[Excerpts from a dataset]
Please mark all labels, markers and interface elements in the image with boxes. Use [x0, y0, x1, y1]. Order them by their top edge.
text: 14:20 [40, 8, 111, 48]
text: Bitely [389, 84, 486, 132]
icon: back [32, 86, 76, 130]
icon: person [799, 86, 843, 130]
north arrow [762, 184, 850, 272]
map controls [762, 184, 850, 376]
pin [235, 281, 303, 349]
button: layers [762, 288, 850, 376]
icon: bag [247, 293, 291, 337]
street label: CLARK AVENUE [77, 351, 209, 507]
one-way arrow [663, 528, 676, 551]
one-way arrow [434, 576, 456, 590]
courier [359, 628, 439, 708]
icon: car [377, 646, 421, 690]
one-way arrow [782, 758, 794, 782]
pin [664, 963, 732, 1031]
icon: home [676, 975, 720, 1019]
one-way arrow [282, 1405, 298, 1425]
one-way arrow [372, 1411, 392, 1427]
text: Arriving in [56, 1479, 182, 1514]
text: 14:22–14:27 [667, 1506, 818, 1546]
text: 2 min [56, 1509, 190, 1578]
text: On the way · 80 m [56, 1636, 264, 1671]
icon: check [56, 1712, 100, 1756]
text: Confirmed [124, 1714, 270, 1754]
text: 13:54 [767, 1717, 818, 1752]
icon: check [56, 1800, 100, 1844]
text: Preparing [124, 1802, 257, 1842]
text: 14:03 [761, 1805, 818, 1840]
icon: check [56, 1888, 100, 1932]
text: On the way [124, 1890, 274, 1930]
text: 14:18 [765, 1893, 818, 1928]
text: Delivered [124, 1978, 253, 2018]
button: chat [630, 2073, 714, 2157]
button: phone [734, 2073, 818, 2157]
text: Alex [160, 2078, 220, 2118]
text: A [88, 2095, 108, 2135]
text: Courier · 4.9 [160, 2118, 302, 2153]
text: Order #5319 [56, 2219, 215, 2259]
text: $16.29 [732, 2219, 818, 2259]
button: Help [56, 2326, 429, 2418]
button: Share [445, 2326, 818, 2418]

# Work order
Reproduce the data shown above in its entirety, keeping each word as it is.

# Task output
Please mark all labels, markers and interface elements in the image with boxes. Use [x0, y0, x1, y1]. Order them by their top edge.
text: 14:20 [40, 8, 111, 48]
text: Bitely [389, 84, 486, 132]
icon: back [32, 86, 76, 130]
icon: person [799, 86, 843, 130]
north arrow [762, 184, 850, 272]
map controls [762, 184, 850, 376]
pin [235, 281, 303, 349]
button: layers [762, 288, 850, 376]
icon: bag [247, 293, 291, 337]
street label: CLARK AVENUE [77, 351, 209, 507]
one-way arrow [663, 528, 676, 551]
one-way arrow [434, 576, 456, 590]
courier [359, 628, 439, 708]
icon: car [377, 646, 421, 690]
one-way arrow [782, 758, 794, 782]
pin [664, 963, 732, 1031]
icon: home [676, 975, 720, 1019]
one-way arrow [282, 1405, 298, 1425]
one-way arrow [372, 1411, 392, 1427]
text: Arriving in [56, 1479, 182, 1514]
text: 14:22–14:27 [667, 1506, 818, 1546]
text: 2 min [56, 1509, 190, 1578]
text: On the way · 80 m [56, 1636, 264, 1671]
icon: check [56, 1712, 100, 1756]
text: Confirmed [124, 1714, 270, 1754]
text: 13:54 [767, 1717, 818, 1752]
icon: check [56, 1800, 100, 1844]
text: Preparing [124, 1802, 257, 1842]
text: 14:03 [761, 1805, 818, 1840]
icon: check [56, 1888, 100, 1932]
text: On the way [124, 1890, 274, 1930]
text: 14:18 [765, 1893, 818, 1928]
text: Delivered [124, 1978, 253, 2018]
button: chat [630, 2073, 714, 2157]
button: phone [734, 2073, 818, 2157]
text: Alex [160, 2078, 220, 2118]
text: A [88, 2095, 108, 2135]
text: Courier · 4.9 [160, 2118, 302, 2153]
text: Order #5319 [56, 2219, 215, 2259]
text: $16.29 [732, 2219, 818, 2259]
button: Help [56, 2326, 429, 2418]
button: Share [445, 2326, 818, 2418]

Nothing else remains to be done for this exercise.